Quem apresentou Bush ao CMI foi Peter Gabriel, músico britânico de sucesso e conhecido por seu trabalho à frente da banda Genesis e o seu ativismo pelos direitos humanos. Nick Launay, produtor musical, contou para a BBC um pouco da sua experiência em estúdio com Kate. “Ir ao estúdio todos os dias com ela era como entrar em uma terra da fantasia”, disse o engenheiro, hoje com 62 anos de idade.
No Youtube, por exemplo, há vários vídeos de pessoas demonstrando como o CMI funciona na prática, replicando alguns timbres usados por Kate e até fazendo covers dos synths usados por ela em Running Up That Hill, grande hit do álbum.
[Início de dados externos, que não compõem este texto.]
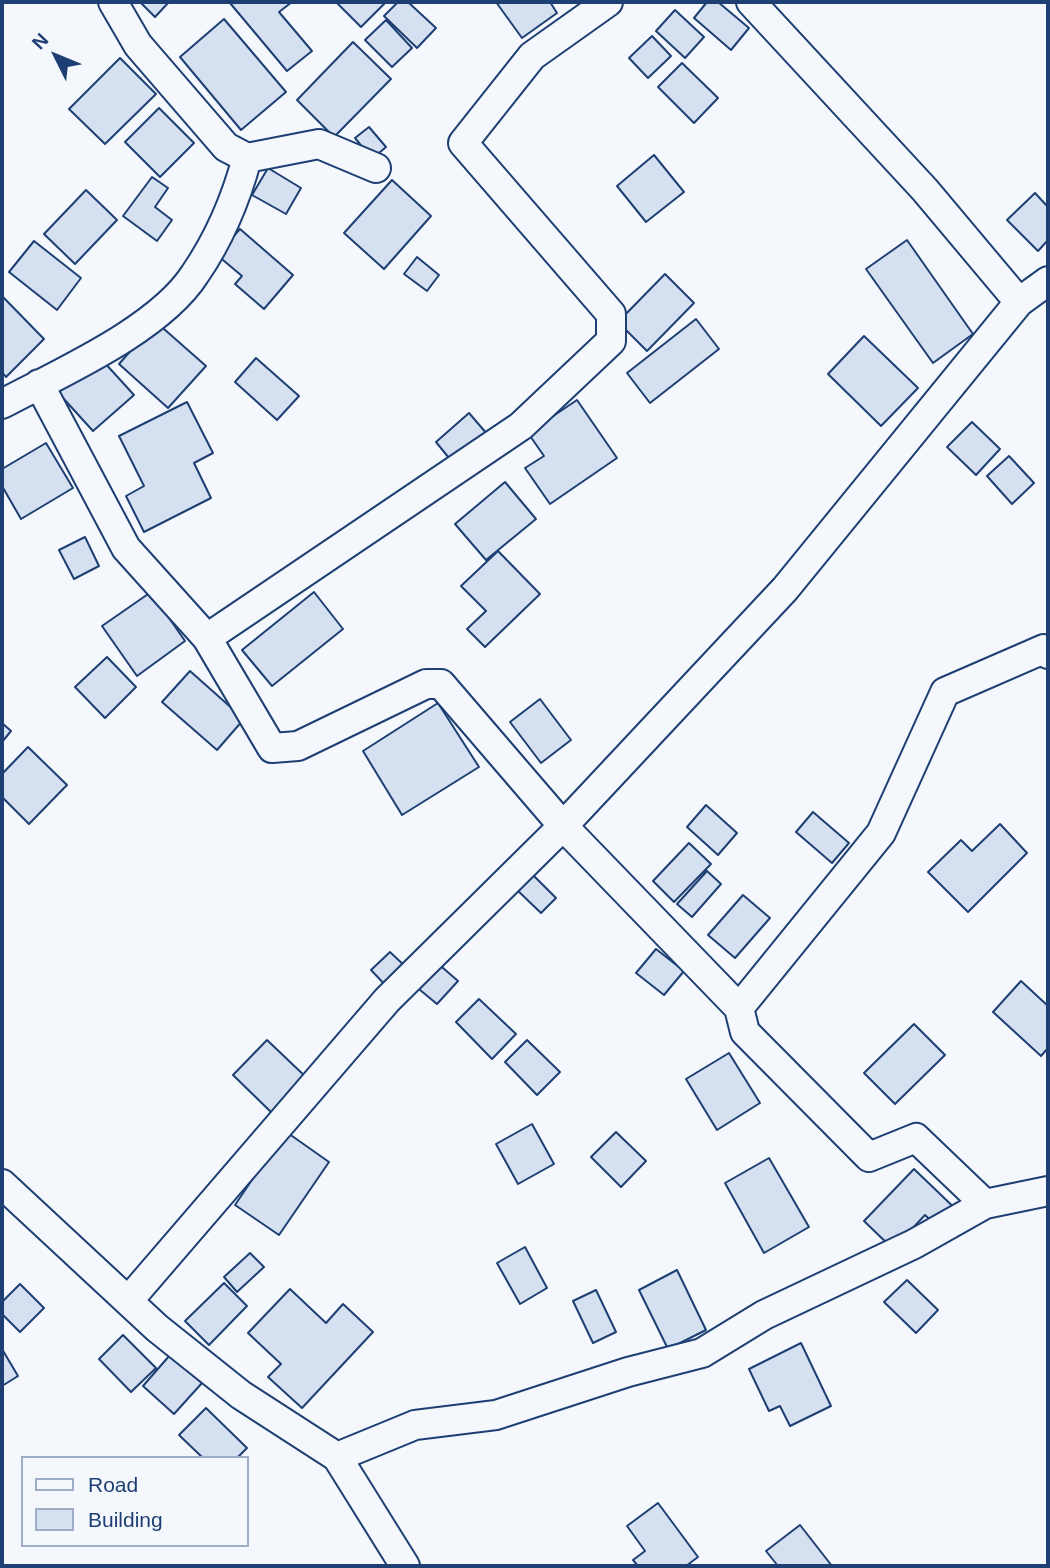 <!DOCTYPE html>
<html>
<head>
<meta charset="utf-8">
<style>
  body { margin:0 }
  #map { position:relative; width:1050px; height:1568px; overflow:hidden; background:#f4f7fb; font-family:Helvetica,sans-serif }
  canvas { display:block }
  .frame { position:absolute; inset:0; border:4px solid #1d3f73; pointer-events:none }
  .legend { position:absolute; left:21px; top:1456px; width:228px; height:91px; box-sizing:border-box; background:#f4f7fb; border:2px solid #9eadc5; margin:0; padding:9px 12px; list-style:none; font-size:21px; color:#1d3f73 }
  .legend li { display:flex; align-items:center; gap:14px; height:35px }
  .legend b { width:35px; border:2px solid #9eadc5 }
  .north { position:absolute; left:21px; top:21px; width:70px; height:70px; -webkit-text-stroke:5px #f4f7fb; paint-order:stroke; rotate:313deg; font-size:19px; font-weight:700; line-height:28px; text-align:center; color:#1d3f73 }
  .north::after { content:''; display:block; margin:auto; width:24px; height:32px; background:#1d3f73; clip-path:polygon(50% 0,100% 100%,50% 72%,0 100%) }
</style>
</head>
<body>
<div id="map">
<canvas width="1050" height="1568"></canvas>
<div class="frame"></div>
<ul class="legend">
<li><b style="height:9px;background:#f4f7fb"></b>Road</li>
<li><b style="height:19px;background:#d5e0f0"></b>Building</li>
</ul>
<div class="north">N</div>
</div>
<script>
const context = document.querySelector('canvas').getContext('2d');
context.lineJoin = 'round';
function fillPath(path, color) { context.fillStyle = color; context.fill(path, 'evenodd'); }
function stroke(path, color, width, dash) { context.strokeStyle = color; context.lineWidth = width; context.lineCap = dash ? 'butt' : 'round'; context.setLineDash(dash || []); context.stroke(path); }
const building = new Path2D(`
  M 140,2 L 169,2 L 155,17 Z
  M 232,2 L 292,2 L 279,12 L 312,51 L 287,71 L 230,3 Z
  M 336,2 L 386,2 L 361,27 Z
  M 398,2 L 408,2 L 436,28 L 417,48 L 384,16 Z
  M 496,2 L 550,2 L 557,13 L 522,38 Z
  M 707,2 L 718,2 L 749,28 L 731,50 L 694,18 Z
  M 675,10 L 704,37 L 685,58 L 656,31 Z
  M 224,19 L 286,92 L 241,130 L 180,57 Z
  M 386,20 L 412,48 L 392,67 L 365,40 Z
  M 652,36 L 671,56 L 648,78 L 629,58 Z
  M 353,42 L 391,79 L 334,137 L 297,100 Z
  M 120,58 L 156,94 L 105,144 L 69,109 Z
  M 682,63 L 718,98 L 694,123 L 658,87 Z
  M 159,108 L 194,143 L 160,177 L 125,142 Z
  M 369,127 L 386,147 L 372,159 L 355,138 Z
  M 654,155 L 684,192 L 646,222 L 617,186 Z
  M 268,168 L 301,188 L 286,214 L 252,195 Z
  M 152,177 L 168,188 L 155,207 L 172,220 L 157,241 L 123,216 Z
  M 392,180 L 431,216 L 384,269 L 344,233 Z
  M 86,190 L 117,220 L 75,264 L 44,234 Z
  M 1035,193 L 1048,207 L 1048,240 L 1038,251 L 1007,220 Z
  M 240,229 L 293,275 L 264,309 L 235,284 L 242,276 L 217,255 Z
  M 907,240 L 973,334 L 933,363 L 866,269 Z
  M 34,241 L 81,278 L 57,310 L 9,272 Z
  M 417,257 L 439,275 L 427,291 L 404,274 Z
  M 665,274 L 694,303 L 647,351 L 618,322 Z
  M 2,296 L 44,339 L 6,377 L 2,372 Z
  M 696,319 L 719,349 L 650,403 L 627,373 Z
  M 156,322 L 206,366 L 168,408 L 119,364 Z
  M 864,336 L 918,388 L 881,426 L 828,374 Z
  M 93,350 L 134,395 L 93,431 L 53,387 Z
  M 256,358 L 299,396 L 277,420 L 235,382 Z
  M 577,400 L 617,458 L 550,504 L 525,468 L 544,456 L 528,433 Z
  M 187,402 L 213,453 L 194,463 L 211,498 L 144,532 L 126,496 L 144,486 L 119,436 Z
  M 469,413 L 500,449 L 466,479 L 436,442 Z
  M 972,422 L 1000,449 L 976,475 L 947,447 Z
  M 46,443 L 73,488 L 21,519 L 2,486 L 2,469 Z
  M 1009,456 L 1034,483 L 1012,504 L 987,476 Z
  M 505,482 L 536,519 L 486,560 L 455,524 Z
  M 85,537 L 99,566 L 74,579 L 59,550 Z
  M 498,551 L 540,594 L 485,647 L 467,629 L 486,611 L 461,586 Z
  M 151,592 L 185,641 L 137,676 L 102,626 Z
  M 314,592 L 343,629 L 272,686 L 242,650 Z
  M 107,657 L 136,687 L 105,718 L 75,687 Z
  M 190,671 L 244,719 L 217,750 L 162,702 Z
  M 540,699 L 571,740 L 541,763 L 510,722 Z
  M 438,703 L 479,767 L 402,815 L 363,751 Z
  M 2,723 L 11,731 L 2,742 Z
  M 28,747 L 67,785 L 29,824 L 2,797 L 2,774 Z
  M 706,805 L 737,833 L 718,855 L 687,827 Z
  M 813,812 L 849,843 L 832,863 L 796,832 Z
  M 1000,824 L 1027,853 L 968,912 L 928,872 L 961,840 L 972,851 Z
  M 689,843 L 711,864 L 674,902 L 653,881 Z
  M 707,871 L 721,884 L 692,917 L 677,904 Z
  M 531,873 L 556,898 L 541,913 L 515,888 Z
  M 743,895 L 770,918 L 735,958 L 708,935 Z
  M 656,949 L 684,971 L 664,995 L 636,973 Z
  M 390,952 L 408,969 L 388,988 L 371,970 Z
  M 435,961 L 458,981 L 437,1004 L 414,985 Z
  M 1021,981 L 1048,1006 L 1048,1048 L 1041,1056 L 993,1012 Z
  M 479,999 L 516,1034 L 492,1059 L 456,1022 Z
  M 914,1024 L 945,1055 L 895,1104 L 864,1073 Z
  M 267,1040 L 308,1079 L 273,1114 L 233,1075 Z
  M 527,1040 L 560,1072 L 537,1095 L 505,1062 Z
  M 729,1053 L 760,1103 L 717,1130 L 686,1079 Z
  M 532,1124 L 554,1164 L 518,1184 L 496,1144 Z
  M 285,1131 L 329,1162 L 279,1235 L 235,1205 Z
  M 616,1132 L 646,1161 L 621,1187 L 591,1157 Z
  M 769,1158 L 809,1227 L 764,1253 L 725,1183 Z
  M 914,1169 L 965,1218 L 948,1237 L 925,1215 L 893,1249 L 864,1221 Z
  M 525,1247 L 547,1288 L 520,1304 L 497,1263 Z
  M 250,1253 L 264,1267 L 237,1292 L 224,1277 Z
  M 677,1270 L 706,1330 L 668,1349 L 639,1290 Z
  M 907,1280 L 938,1310 L 916,1333 L 884,1302 Z
  M 224,1283 L 247,1306 L 209,1345 L 185,1321 Z
  M 20,1284 L 44,1308 L 20,1332 L 2,1314 L 2,1302 Z
  M 290,1289 L 326,1323 L 343,1304 L 373,1332 L 302,1408 L 268,1377 L 281,1364 L 248,1333 Z
  M 596,1290 L 616,1332 L 593,1343 L 573,1301 Z
  M 123,1335 L 156,1368 L 131,1392 L 99,1359 Z
  M 801,1343 L 831,1406 L 790,1426 L 780,1406 L 769,1411 L 749,1369 Z
  M 2,1349 L 18,1376 L 2,1386 Z
  M 170,1355 L 202,1383 L 174,1414 L 143,1386 Z
  M 206,1408 L 247,1448 L 237,1458 L 203,1458 L 179,1435 Z
  M 658,1503 L 698,1557 L 686,1566 L 638,1566 L 633,1560 L 645,1551 L 627,1526 Z
  M 800,1525 L 832,1566 L 778,1566 L 766,1551 Z`);
fillPath(building, '#d5e0f0');
stroke(building, '#1d3f73', 2);
const street = new Path2D(`
  M 751,2 L 925,190 L 1019,302 L 1048,281
  M 247,158 L 319,144 L 376,168
  M 39,384 L 126,548 L 207,638 L 272,748 L 298,746 L 426,684 L 441,684 L 563,826 L 739,1008
  M 2,404 C 60,373 159,330 195,274 C 219,239 236,199 247,158 L 226,147 L 138,45 L 113,2
  M 207,638 L 521,426 L 611,341 L 611,314 L 463,143 L 532,56 L 608,2
  M 2,1184 L 157,1328 L 241,1395 L 337,1457 L 415,1425 L 496,1415 L 628,1372 L 702,1353 L 764,1315 L 914,1244 L 985,1204 L 1048,1191
  M 985,1204 L 916,1138 L 869,1157 L 745,1032 L 739,1008 L 881,833 L 945,692 L 1044,649 L 1048,654
  M 128,1301 L 387,1000 L 563,826 L 785,589 L 1019,302
  M 337,1457 L 405,1566`);
stroke(street, '#1d3f73', 32);
stroke(street, '#f4f7fb', 28);
</script>
</body>
</html> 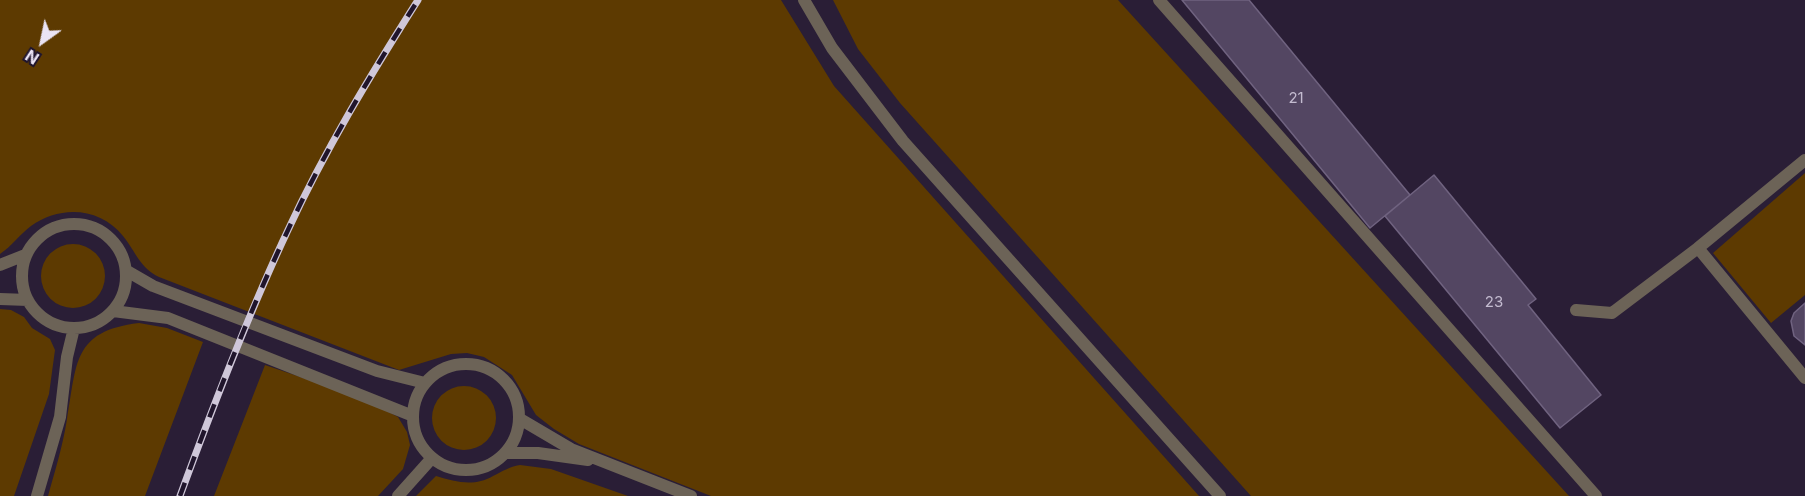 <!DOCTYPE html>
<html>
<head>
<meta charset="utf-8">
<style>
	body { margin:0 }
	#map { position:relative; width:1805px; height:496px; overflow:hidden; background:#2a1e36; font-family:Inter,sans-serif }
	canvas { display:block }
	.north { position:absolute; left:12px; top:12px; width:60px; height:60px; -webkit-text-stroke:4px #20152c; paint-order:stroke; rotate:213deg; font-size:16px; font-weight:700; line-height:24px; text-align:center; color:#eae3f4 }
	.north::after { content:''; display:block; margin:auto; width:21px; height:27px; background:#eae3f4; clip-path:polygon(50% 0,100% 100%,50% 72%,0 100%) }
</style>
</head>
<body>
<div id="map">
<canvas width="1805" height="496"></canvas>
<div class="north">N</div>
</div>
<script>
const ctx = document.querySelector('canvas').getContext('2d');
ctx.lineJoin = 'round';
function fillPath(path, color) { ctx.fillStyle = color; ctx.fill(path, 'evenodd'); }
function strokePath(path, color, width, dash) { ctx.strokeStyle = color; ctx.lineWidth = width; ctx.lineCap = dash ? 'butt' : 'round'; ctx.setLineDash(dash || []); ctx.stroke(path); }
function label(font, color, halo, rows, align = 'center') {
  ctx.font = font + ' Inter,sans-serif'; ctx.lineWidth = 4.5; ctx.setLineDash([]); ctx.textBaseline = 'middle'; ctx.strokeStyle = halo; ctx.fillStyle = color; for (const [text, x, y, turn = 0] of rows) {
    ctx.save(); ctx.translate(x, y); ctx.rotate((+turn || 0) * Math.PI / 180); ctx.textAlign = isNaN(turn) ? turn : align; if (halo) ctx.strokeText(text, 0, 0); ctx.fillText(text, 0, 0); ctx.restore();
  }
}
const green = new Path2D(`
	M0,0H781L834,86L1199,496H711L579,444L554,429L536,415L512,375L484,357L467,353L451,354L399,370L159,277C140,268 136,252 123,236C100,207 60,205 31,226C20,234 12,246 0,254Z
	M833,0H1118L1569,496H1251L900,103L858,49Z
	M1805,173V295L1771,323L1713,253Z
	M41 276a32 32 0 1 1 64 0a32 32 0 1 1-64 0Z
	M0,309L11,310L24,317L32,328L50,339L55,350L49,394L14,496H0Z
	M139,323L167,328L203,342L145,496H48C55,471 63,445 67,419C77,364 72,331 139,323Z
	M265,365L362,398L398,417L407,432L410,445L403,469L378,496H214Z
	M432 418a32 32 0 1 1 64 0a32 32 0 1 1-64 0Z
	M520,465L551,469L628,496H416L436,476C456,482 474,487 493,476C503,471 509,467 520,465Z`);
const building = new Path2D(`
	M1182,0H1249L1410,195L1370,228Z
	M1434,175L1536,299L1528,305L1601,395L1560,428L1385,216Z
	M1805,303V345L1794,336L1791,321L1794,313Z`);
const service = new Path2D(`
	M804,0L832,48L903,141L1220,496
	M1159,0L1596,496
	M22 276a52 52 0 1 1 104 0a52 52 0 1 1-104 0Z
	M1698,248L1805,160
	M0,265L25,255
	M127,271L153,286L377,371L425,383
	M0,299L28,300
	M1576,310L1612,313L1698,248L1805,378
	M113,311L168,318L413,416
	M413 417a53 53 0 1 1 106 0a53 53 0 1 1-106 0Z
	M520,419L571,449L691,496
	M506,453H538L588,460
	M37,496L60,417L67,357L74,328
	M398,496L432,458`);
const rail = new Path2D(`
	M180,496C213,406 247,317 288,230C325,150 371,74 418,0`);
const numberNames = [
	["21",1296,98],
	["23",1494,302]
];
fillPath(green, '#5d3a01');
fillPath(building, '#534662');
strokePath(building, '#706380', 1.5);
strokePath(service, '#6c6357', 12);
strokePath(rail, '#cfc7d9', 7);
strokePath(rail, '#20152c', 4.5, [14]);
label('15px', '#c4bcd0', null, numberNames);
</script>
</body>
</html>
O próprio Peter Gabriel tem um vídeo demonstrando as funcionalidades do sintetizador.
Os anos 80, inclusive, foram permeados por vários artistas que experimentaram sintetizadores em suas músicas. A estética Synth se tornou uma marca da época, presente em discos do pop e de outros gêneros, como em Hunting High and Low, álbum de estreia da banda A-ha, que traz o hit Take On Me, Like a Virgin, de Madonna, etc.